Go through the entries below. Copy each line in which "controls" appears.

SOURCE DATA:

....

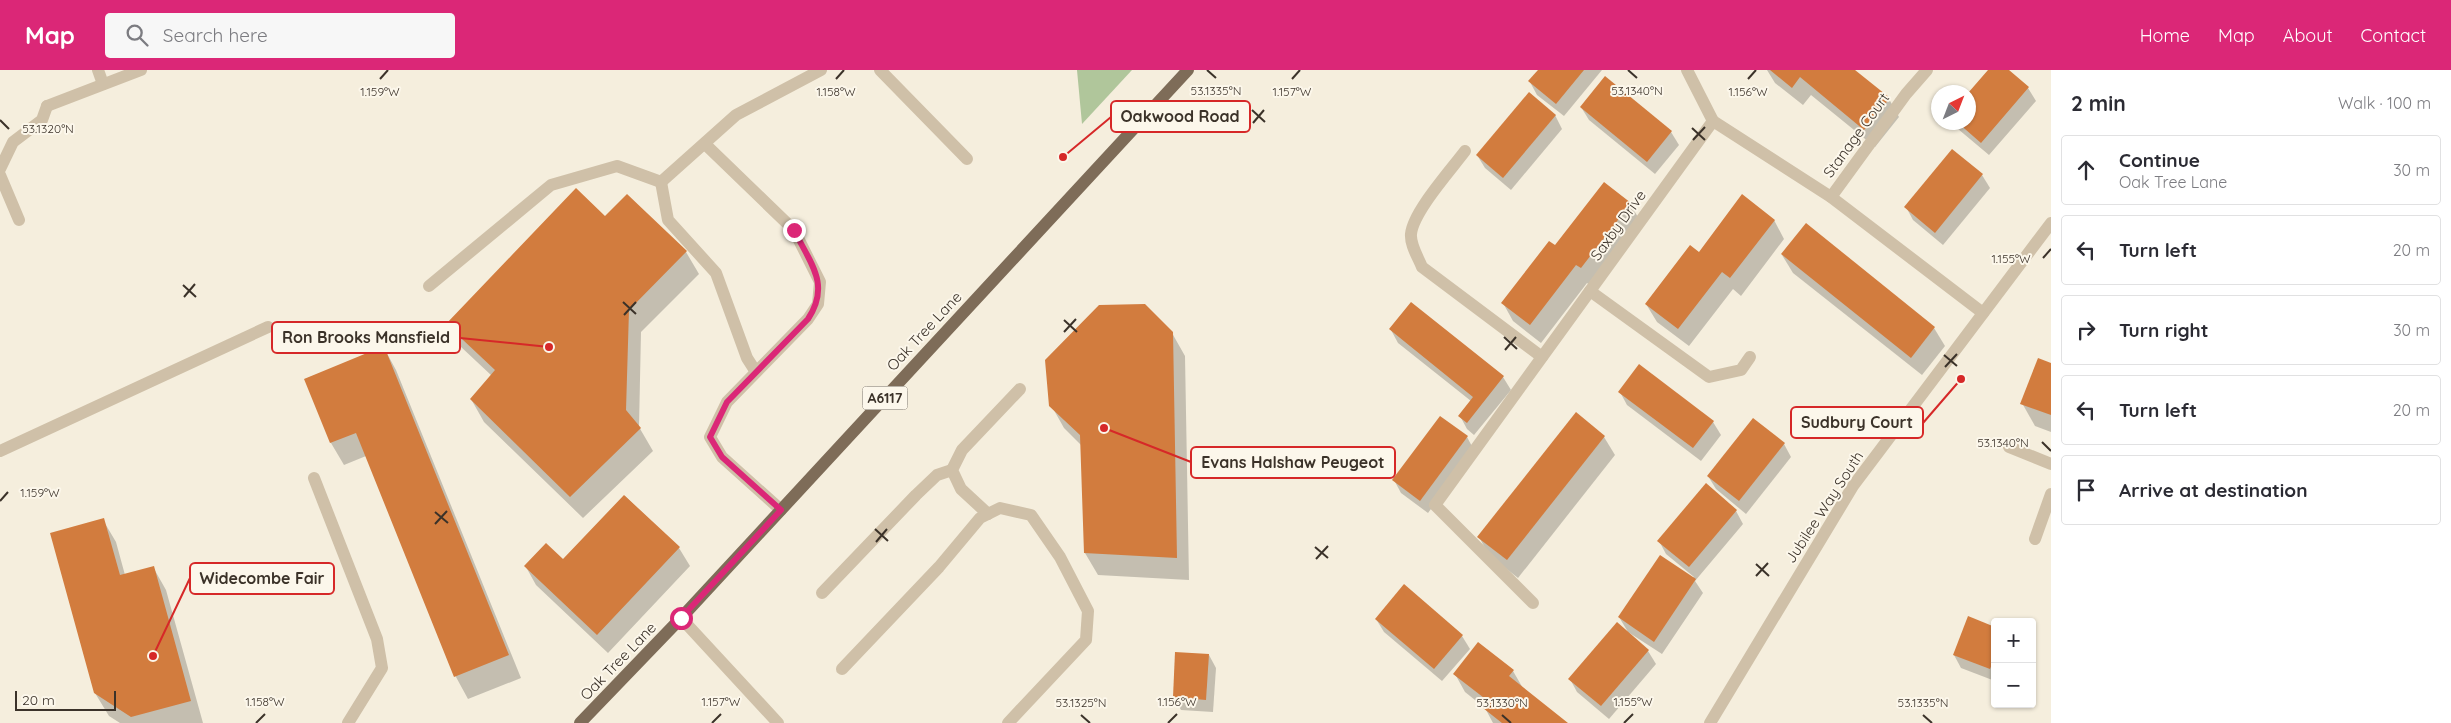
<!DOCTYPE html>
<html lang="en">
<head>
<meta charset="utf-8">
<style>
  :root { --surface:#fff; --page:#f7f7f7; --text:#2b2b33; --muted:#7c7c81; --line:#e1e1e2; --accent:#db2777 }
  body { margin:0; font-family:Quicksand,sans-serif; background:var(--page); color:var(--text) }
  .controls { position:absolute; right:15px; bottom:15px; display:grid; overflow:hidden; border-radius:5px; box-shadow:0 1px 4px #0004 }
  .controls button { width:45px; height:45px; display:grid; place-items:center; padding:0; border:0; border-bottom:1px solid var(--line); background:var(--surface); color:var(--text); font:25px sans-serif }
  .compass { position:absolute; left:1931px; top:15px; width:45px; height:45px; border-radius:50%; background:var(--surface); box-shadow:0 1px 4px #0004; rotate:42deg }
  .scale { position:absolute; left:15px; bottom:12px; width:101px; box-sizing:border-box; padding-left:5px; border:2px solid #3b3229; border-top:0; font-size:14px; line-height:18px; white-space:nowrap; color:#3b3229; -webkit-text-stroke:4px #fcf7eb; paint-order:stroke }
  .stop { position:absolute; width:15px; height:15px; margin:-11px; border:4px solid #db2777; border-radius:50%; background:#fff }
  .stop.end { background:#db2777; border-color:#fff; box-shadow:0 1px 5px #0008 }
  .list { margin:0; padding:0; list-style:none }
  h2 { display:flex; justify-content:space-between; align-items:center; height:65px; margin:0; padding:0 20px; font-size:21px }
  h2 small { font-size:16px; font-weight:400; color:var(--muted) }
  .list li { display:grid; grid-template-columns:32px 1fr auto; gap:15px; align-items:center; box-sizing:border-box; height:70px; margin:0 10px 10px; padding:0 10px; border:1px solid var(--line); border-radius:5px }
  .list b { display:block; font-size:19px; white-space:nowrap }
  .list p { margin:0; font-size:16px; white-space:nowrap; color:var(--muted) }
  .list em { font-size:16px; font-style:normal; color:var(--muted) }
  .icon { flex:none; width:28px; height:28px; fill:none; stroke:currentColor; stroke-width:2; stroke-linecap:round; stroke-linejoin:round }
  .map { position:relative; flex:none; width:2051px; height:653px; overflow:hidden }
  header { display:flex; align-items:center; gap:30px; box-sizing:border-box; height:70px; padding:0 25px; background:var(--accent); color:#fff }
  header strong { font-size:24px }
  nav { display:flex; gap:28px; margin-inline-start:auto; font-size:18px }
  .search { width:350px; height:45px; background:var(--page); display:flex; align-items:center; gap:12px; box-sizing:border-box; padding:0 18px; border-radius:5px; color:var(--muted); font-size:19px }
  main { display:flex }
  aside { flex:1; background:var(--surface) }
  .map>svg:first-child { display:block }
</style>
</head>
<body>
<header>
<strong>Map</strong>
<div class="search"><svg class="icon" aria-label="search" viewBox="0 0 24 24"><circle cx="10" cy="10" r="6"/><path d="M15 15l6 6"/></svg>Search here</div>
<nav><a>Home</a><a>Map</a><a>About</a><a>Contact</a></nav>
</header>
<main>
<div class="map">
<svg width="2051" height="653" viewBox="0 0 2051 653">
  <rect width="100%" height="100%" fill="#f5eedd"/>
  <!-- green -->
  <polygon fill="#b0c69b" points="1077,0 1132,0 1082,54"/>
  <!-- shadow -->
  <g fill="#0003">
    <polygon points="1539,0 1602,0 1564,46 1537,25 1530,12"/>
    <polygon points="1767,0 1853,0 1889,29 1899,47 1875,77 1811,25 1803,35 1775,13"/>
    <polygon points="1990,0 2007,0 2028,18 2036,31 1989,85 1958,59 1955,52 1968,52"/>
    <polygon points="1581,37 1671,62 1679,75 1655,104 1589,50"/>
    <polygon points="1555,45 1562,59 1511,120 1485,98 1477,85"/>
    <polygon points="1982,105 1990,118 1943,175 1913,150 1906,137"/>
    <polygon points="1630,134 1641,152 1591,216 1587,213 1541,273 1513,251 1503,233 1555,177"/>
    <polygon points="605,148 686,182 699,204 641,262 639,357 653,381 583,448 484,352 471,329 492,306 460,276 448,254"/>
    <polygon points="1774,150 1784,169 1741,226 1733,219 1689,276 1657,252 1646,234 1699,183"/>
    <polygon points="1782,185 1934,258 1945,276 1922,305 1793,203"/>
    <polygon points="1391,260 1503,307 1511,320 1474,365 1467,359 1460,346 1471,331 1398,273"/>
    <polygon points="1172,263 1185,286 1189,510 1098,505 1085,483 1081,375 1064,358 1051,335"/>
    <polygon points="384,278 396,300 521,608 468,629 456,607 366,386 344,395 331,373 305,309"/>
    <polygon points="2051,294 2051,362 2035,356 2022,333"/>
    <polygon points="1620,322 1713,352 1721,365 1701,391 1627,335"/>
    <polygon points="1576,344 1604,367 1615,385 1518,508 1489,485 1479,467"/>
    <polygon points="1467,367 1474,380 1428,443 1401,423 1394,410"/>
    <polygon points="1784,374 1791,387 1746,444 1716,419 1708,406"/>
    <polygon points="625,426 679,478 690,496 608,583 536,515 526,497 563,491"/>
    <polygon points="1736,441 1743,454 1695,511 1703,523 1662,584 1628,562 1619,547 1694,507 1666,484 1659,471"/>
    <polygon points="103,450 116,472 125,505 153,497 166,520 203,653 120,653 109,646 95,623"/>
    <polygon points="1376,549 1462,566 1470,579 1442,611 1384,562"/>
    <polygon points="1995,559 1995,611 1961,598 1954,585"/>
    <polygon points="1648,581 1656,594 1609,649 1577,622 1570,609"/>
    <polygon points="1209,585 1216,598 1213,642 1181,640 1174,627"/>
    <polygon points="1513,601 1524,620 1566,653 1493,653 1485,638 1465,622 1455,604"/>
  </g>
  <!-- building -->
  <g fill="#d27c3e">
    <polygon points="1538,0 1584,0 1556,34 1528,11"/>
    <polygon points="1770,0 1855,0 1890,28 1864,60 1800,7 1792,18"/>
    <polygon points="1988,0 2009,0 2029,17 1981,73 1957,52 1968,52 1968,23"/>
    <polygon points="1605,6 1672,61 1647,92 1580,37"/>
    <polygon points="1529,22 1556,45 1503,108 1476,85"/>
    <polygon points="1952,79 1983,104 1935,163 1904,137"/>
    <polygon points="1604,112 1631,133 1581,198 1576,195 1530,255 1501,233 1549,171 1555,175"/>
    <polygon points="576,118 605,146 627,124 687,181 629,240 626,340 641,358 570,427 470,329 495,300 446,254"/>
    <polygon points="1742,124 1775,150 1730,208 1722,202 1678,259 1645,234 1690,175 1699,182"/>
    <polygon points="1806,153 1935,257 1911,288 1781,184"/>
    <polygon points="1411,232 1504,306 1467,353 1458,346 1473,327 1389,259"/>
    <polygon points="1145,234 1173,262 1177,488 1084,483 1080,365 1049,336 1045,290 1099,235"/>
    <polygon points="384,276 509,585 454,607 356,363 330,373 304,309"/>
    <polygon points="2038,288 2051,293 2051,345 2020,334"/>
    <polygon points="1639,294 1714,351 1693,378 1618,322"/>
    <polygon points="1576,342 1605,366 1507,490 1477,467"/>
    <polygon points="1440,346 1468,366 1420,431 1392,410"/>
    <polygon points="1753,348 1785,373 1739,431 1707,406"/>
    <polygon points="1706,413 1737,440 1689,497 1657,471"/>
    <polygon points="624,425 680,477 597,565 524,496 546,473 563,489"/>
    <polygon points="104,448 120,505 154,496 191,631 131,647 94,623 50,463"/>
    <polygon points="1660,485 1696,509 1654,572 1618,547"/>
    <polygon points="1404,514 1463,565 1434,599 1375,549"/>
    <polygon points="1968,546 1995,557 1995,587 1990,599 1953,585"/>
    <polygon points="1617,552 1649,580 1601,636 1568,609"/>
    <polygon points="1478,572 1514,600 1509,606 1568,653 1502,653 1483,638 1488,631 1453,604"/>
    <polygon points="1175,582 1209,584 1206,630 1173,627"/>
  </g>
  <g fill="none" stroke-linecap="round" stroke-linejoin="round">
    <!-- service -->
    <g stroke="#cfc0a8" stroke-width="12">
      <polyline points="880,0 967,89"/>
      <polyline points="705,74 794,160 820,212 818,234 808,249 727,332 710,367 722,387 781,440"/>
      <path d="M1465 81C1450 101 1413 142 1411 164 1410 175 1418 187 1422 197L1542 287"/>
      <polyline points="0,99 13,72 42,50 47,36"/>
      <polyline points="0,105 19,150"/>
      <polyline points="661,112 668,150 716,203 747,288 756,302"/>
      <polyline points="429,216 551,115 617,96 661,112 736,45 821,0"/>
      <polyline points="1590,221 1709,307 1741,300 1750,287"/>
      <polyline points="2009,377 2051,394"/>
      <polyline points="314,408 377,569 382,598 348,653"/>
      <polyline points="988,444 961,419 952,400 962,380 1020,319"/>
      <polyline points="2035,469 2051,424"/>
      <polyline points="822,523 916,425 937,405 952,400"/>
      <polyline points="842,599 939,497 980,448 1000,438 1031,445 1060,487 1088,541 1086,570 1008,653"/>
    </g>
    <!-- minor -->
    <g stroke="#cfc0a8" stroke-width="12">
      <polyline points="98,0 103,14"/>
      <polyline points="1687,0 1713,51"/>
      <polyline points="47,36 141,0"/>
      <polyline points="1831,127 1906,24 1927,0"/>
      <polyline points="0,381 268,257"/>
      <polyline points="1533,533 1435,435 1713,51 1831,127 1983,243"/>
      <polyline points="681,548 778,653"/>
    </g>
    <!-- tertiary -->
    <polyline stroke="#cfc0a8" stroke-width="12" points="1710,653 1853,416 2051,153"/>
    <!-- primary -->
    <polyline stroke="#7e6c58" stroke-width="12" points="580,653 681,548 1188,0"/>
  </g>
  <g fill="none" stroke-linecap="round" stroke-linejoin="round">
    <!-- route -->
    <path stroke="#db2777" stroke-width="6" d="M681 548 781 440 722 387 710 367 727 332 808 249C831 214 810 193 794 160"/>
  </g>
  <!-- ticks -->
  <path fill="none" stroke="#3b3229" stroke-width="2" d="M1207 0 1216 8M1628 0 1637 8M380 9 388 0M836 9 844 0M1292 9 1300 0M1748 9 1756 0M1252 40 1265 52M0 50 9 59M1253 53 1264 40M1692 58 1705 70M1693 70 1705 57M2043 188 2051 179M183 215 196 227M184 227 195 214M623 232 636 244M624 245 636 232M1064 250 1077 262M1064 262 1076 249M1504 267 1517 279M1505 280 1516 267M1944 285 1957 296M1945 297 1957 284M2042 372 2051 381M0 431 8 422M435 442 448 453M435 454 447 441M875 459 888 471M876 472 887 459M1315 477 1328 488M1316 489 1328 476M1756 494 1769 506M1756 506 1768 493M1081 645 1090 653M1502 645 1511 653M1923 645 1932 653M256 653 265 644M712 653 721 644M1168 653 1177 644M1624 653 1633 644"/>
  <g text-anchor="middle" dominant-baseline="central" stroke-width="4" stroke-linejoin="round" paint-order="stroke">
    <!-- shield labels -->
    <rect fill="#fcf7eb" stroke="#756d63" stroke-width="1" x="862.5" y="316.5" width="45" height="23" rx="4"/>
    <g font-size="14" font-weight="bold" fill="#3b3229">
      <text x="885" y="328">A6117</text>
    </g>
    <!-- street labels -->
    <g font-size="15" fill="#3b3229" stroke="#fcf7eb">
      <text transform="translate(1856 65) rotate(-54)">Stanage Court</text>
      <text transform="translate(1618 155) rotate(-54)">Saxby Drive</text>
      <text transform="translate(924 261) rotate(-47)">Oak Tree Lane</text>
      <text transform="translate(1824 437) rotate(-57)">Jubilee Way South</text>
      <text transform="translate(618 591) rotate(-46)">Oak Tree Lane</text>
    </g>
  </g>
  <g font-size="12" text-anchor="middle" fill="#3b3229" stroke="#fcf7eb" stroke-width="4" stroke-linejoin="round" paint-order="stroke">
    <text x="1216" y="25">53.1335°N</text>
    <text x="1637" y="25">53.1340°N</text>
    <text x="380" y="26">1.159°W</text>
    <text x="836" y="26">1.158°W</text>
    <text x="1292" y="26">1.157°W</text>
    <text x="1748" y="26">1.156°W</text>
    <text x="48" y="63">53.1320°N</text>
    <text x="2011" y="193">1.155°W</text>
    <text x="2003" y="377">53.1340°N</text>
    <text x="40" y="427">1.159°W</text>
    <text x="265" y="636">1.158°W</text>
    <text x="721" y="636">1.157°W</text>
    <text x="1177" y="636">1.156°W</text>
    <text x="1633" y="636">1.155°W</text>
    <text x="1081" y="637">53.1325°N</text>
    <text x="1502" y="637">53.1330°N</text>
    <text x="1923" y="637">53.1335°N</text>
  </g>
  <!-- callouts -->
  <path fill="none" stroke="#d62828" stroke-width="2" d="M1063 87L1111 47M549 277L460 268M1961 309L1923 353M1104 358L1191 392M153 586L190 508"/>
  <g fill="#d62828" stroke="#fcf7eb" stroke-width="2">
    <circle cx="1063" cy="87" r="5"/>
    <circle cx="549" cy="277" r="5"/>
    <circle cx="1961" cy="309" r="5"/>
    <circle cx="1104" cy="358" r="5"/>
    <circle cx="153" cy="586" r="5"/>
  </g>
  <g fill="#fcf7eb" stroke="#d62828" stroke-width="2">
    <rect x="1111" y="31" width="139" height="31" rx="5"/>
    <rect x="272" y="252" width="188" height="31" rx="5"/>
    <rect x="1791" y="337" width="132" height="31" rx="5"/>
    <rect x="1191" y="377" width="204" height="31" rx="5"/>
    <rect x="190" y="493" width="144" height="31" rx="5"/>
  </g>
  <g font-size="16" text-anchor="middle" font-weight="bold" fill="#3b3229">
    <text x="1180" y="52">Oakwood Road</text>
    <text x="366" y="273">Ron Brooks Mansfield</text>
    <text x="1857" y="358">Sudbury Court</text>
    <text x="1293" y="398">Evans Halshaw Peugeot</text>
    <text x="262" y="514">Widecombe Fair</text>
  </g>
</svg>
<div class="controls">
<button>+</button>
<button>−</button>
</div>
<svg class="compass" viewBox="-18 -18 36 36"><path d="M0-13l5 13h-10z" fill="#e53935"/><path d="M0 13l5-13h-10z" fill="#7c7c81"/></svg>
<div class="scale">20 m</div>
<div class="stop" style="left:681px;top:548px"></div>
<div class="stop end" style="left:794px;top:160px"></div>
</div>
<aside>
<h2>2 min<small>Walk · 100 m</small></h2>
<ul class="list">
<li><svg class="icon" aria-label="ahead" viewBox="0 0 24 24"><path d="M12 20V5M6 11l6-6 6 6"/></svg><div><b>Continue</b><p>Oak Tree Lane</p></div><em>30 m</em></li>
<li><svg class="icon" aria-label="left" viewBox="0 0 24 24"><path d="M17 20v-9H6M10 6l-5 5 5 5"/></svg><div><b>Turn left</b></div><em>20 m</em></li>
<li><svg class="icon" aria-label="right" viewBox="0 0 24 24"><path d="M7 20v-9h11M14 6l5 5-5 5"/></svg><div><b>Turn right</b></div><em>30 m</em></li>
<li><svg class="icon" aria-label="left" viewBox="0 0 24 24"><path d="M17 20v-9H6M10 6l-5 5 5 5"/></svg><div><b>Turn left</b></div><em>20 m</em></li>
<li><svg class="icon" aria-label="arrive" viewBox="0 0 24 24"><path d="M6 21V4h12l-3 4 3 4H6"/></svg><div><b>Arrive at destination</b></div></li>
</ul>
</aside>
</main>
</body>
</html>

....

RESULT OF THE EXERCISE:
  .controls { position:absolute; right:15px; bottom:15px; display:grid; overflow:hidden; border-radius:5px; box-shadow:0 1px 4px #0004 }
  .controls button { width:45px; height:45px; display:grid; place-items:center; padding:0; border:0; border-bottom:1px solid var(--line); background:var(--surface); color:var(--text); font:25px sans-serif }
<div class="controls">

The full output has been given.